▸ **Data to examine**:
Content starts
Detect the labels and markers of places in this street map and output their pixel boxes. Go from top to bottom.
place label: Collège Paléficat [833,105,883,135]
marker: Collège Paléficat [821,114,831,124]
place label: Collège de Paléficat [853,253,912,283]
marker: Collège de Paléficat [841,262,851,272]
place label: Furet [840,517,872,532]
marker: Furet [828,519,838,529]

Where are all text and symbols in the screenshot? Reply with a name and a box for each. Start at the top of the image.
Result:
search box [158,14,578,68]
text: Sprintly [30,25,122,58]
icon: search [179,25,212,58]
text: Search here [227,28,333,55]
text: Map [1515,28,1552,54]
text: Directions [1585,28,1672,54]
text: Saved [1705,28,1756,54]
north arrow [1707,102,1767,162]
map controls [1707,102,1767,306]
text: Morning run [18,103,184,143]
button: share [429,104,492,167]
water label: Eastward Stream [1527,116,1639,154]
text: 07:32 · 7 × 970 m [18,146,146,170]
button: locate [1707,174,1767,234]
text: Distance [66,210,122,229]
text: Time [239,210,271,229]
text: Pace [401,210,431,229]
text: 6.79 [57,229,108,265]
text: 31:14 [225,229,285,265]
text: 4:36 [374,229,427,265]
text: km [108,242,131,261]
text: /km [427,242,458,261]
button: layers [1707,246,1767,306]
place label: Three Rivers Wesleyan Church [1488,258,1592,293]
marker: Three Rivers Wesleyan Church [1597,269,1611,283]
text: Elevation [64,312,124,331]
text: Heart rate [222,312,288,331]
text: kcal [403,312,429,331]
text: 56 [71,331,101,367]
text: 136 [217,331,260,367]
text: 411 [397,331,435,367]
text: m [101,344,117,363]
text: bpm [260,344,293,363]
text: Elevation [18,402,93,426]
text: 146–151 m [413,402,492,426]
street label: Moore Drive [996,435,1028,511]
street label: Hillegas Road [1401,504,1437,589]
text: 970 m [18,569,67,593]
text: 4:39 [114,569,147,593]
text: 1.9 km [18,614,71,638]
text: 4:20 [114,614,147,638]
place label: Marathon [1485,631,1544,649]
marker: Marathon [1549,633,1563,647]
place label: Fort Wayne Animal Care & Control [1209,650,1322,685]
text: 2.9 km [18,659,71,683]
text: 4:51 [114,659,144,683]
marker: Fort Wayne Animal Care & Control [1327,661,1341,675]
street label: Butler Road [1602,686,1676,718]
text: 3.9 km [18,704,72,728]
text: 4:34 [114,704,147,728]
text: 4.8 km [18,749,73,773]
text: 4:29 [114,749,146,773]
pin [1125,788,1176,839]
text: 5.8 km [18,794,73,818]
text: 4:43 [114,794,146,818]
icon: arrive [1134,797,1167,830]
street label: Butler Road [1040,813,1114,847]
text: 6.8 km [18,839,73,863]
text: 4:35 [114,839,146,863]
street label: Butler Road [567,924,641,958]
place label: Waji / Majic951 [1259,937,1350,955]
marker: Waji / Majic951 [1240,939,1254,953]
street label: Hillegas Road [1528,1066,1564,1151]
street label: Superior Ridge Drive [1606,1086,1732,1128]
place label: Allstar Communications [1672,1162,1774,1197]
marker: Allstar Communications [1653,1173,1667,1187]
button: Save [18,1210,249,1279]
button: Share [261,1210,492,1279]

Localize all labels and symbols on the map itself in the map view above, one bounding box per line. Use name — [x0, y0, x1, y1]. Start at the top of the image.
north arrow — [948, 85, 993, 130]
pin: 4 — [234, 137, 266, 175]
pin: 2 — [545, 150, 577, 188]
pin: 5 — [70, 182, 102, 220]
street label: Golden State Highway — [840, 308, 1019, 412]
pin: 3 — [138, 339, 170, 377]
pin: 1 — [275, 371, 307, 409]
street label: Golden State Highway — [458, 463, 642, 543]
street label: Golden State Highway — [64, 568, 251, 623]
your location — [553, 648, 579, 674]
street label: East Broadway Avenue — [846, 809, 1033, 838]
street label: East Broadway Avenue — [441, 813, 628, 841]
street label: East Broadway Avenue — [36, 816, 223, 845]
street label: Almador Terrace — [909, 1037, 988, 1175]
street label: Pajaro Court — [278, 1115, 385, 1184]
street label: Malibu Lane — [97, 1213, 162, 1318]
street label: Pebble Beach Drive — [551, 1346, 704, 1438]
Content ends
▸ **Exercise directions**:
What is needed is an exact transcription of every entry.

▸ **The completed task**:
Detect the labels and markers of places in this street map and output their pixel boxes. Go from top to bottom.
place label: Collège Paléficat [833,105,883,135]
marker: Collège Paléficat [821,114,831,124]
place label: Collège de Paléficat [853,253,912,283]
marker: Collège de Paléficat [841,262,851,272]
place label: Furet [840,517,872,532]
marker: Furet [828,519,838,529]

Where are all text and symbols in the screenshot? Reply with a name and a box for each. Start at the top of the image.
Result:
search box [158,14,578,68]
text: Sprintly [30,25,122,58]
icon: search [179,25,212,58]
text: Search here [227,28,333,55]
text: Map [1515,28,1552,54]
text: Directions [1585,28,1672,54]
text: Saved [1705,28,1756,54]
north arrow [1707,102,1767,162]
map controls [1707,102,1767,306]
text: Morning run [18,103,184,143]
button: share [429,104,492,167]
water label: Eastward Stream [1527,116,1639,154]
text: 07:32 · 7 × 970 m [18,146,146,170]
button: locate [1707,174,1767,234]
text: Distance [66,210,122,229]
text: Time [239,210,271,229]
text: Pace [401,210,431,229]
text: 6.79 [57,229,108,265]
text: 31:14 [225,229,285,265]
text: 4:36 [374,229,427,265]
text: km [108,242,131,261]
text: /km [427,242,458,261]
button: layers [1707,246,1767,306]
place label: Three Rivers Wesleyan Church [1488,258,1592,293]
marker: Three Rivers Wesleyan Church [1597,269,1611,283]
text: Elevation [64,312,124,331]
text: Heart rate [222,312,288,331]
text: kcal [403,312,429,331]
text: 56 [71,331,101,367]
text: 136 [217,331,260,367]
text: 411 [397,331,435,367]
text: m [101,344,117,363]
text: bpm [260,344,293,363]
text: Elevation [18,402,93,426]
text: 146–151 m [413,402,492,426]
street label: Moore Drive [996,435,1028,511]
street label: Hillegas Road [1401,504,1437,589]
text: 970 m [18,569,67,593]
text: 4:39 [114,569,147,593]
text: 1.9 km [18,614,71,638]
text: 4:20 [114,614,147,638]
place label: Marathon [1485,631,1544,649]
marker: Marathon [1549,633,1563,647]
place label: Fort Wayne Animal Care & Control [1209,650,1322,685]
text: 2.9 km [18,659,71,683]
text: 4:51 [114,659,144,683]
marker: Fort Wayne Animal Care & Control [1327,661,1341,675]
street label: Butler Road [1602,686,1676,718]
text: 3.9 km [18,704,72,728]
text: 4:34 [114,704,147,728]
text: 4.8 km [18,749,73,773]
text: 4:29 [114,749,146,773]
pin [1125,788,1176,839]
text: 5.8 km [18,794,73,818]
text: 4:43 [114,794,146,818]
icon: arrive [1134,797,1167,830]
street label: Butler Road [1040,813,1114,847]
text: 6.8 km [18,839,73,863]
text: 4:35 [114,839,146,863]
street label: Butler Road [567,924,641,958]
place label: Waji / Majic951 [1259,937,1350,955]
marker: Waji / Majic951 [1240,939,1254,953]
street label: Hillegas Road [1528,1066,1564,1151]
street label: Superior Ridge Drive [1606,1086,1732,1128]
place label: Allstar Communications [1672,1162,1774,1197]
marker: Allstar Communications [1653,1173,1667,1187]
button: Save [18,1210,249,1279]
button: Share [261,1210,492,1279]

Localize all labels and symbols on the map itself in the map view above, one bounding box per line. Use name — [x0, y0, x1, y1]. Start at the top of the image.
north arrow — [948, 85, 993, 130]
pin: 4 — [234, 137, 266, 175]
pin: 2 — [545, 150, 577, 188]
pin: 5 — [70, 182, 102, 220]
street label: Golden State Highway — [840, 308, 1019, 412]
pin: 3 — [138, 339, 170, 377]
pin: 1 — [275, 371, 307, 409]
street label: Golden State Highway — [458, 463, 642, 543]
street label: Golden State Highway — [64, 568, 251, 623]
your location — [553, 648, 579, 674]
street label: East Broadway Avenue — [846, 809, 1033, 838]
street label: East Broadway Avenue — [441, 813, 628, 841]
street label: East Broadway Avenue — [36, 816, 223, 845]
street label: Almador Terrace — [909, 1037, 988, 1175]
street label: Pajaro Court — [278, 1115, 385, 1184]
street label: Malibu Lane — [97, 1213, 162, 1318]
street label: Pebble Beach Drive — [551, 1346, 704, 1438]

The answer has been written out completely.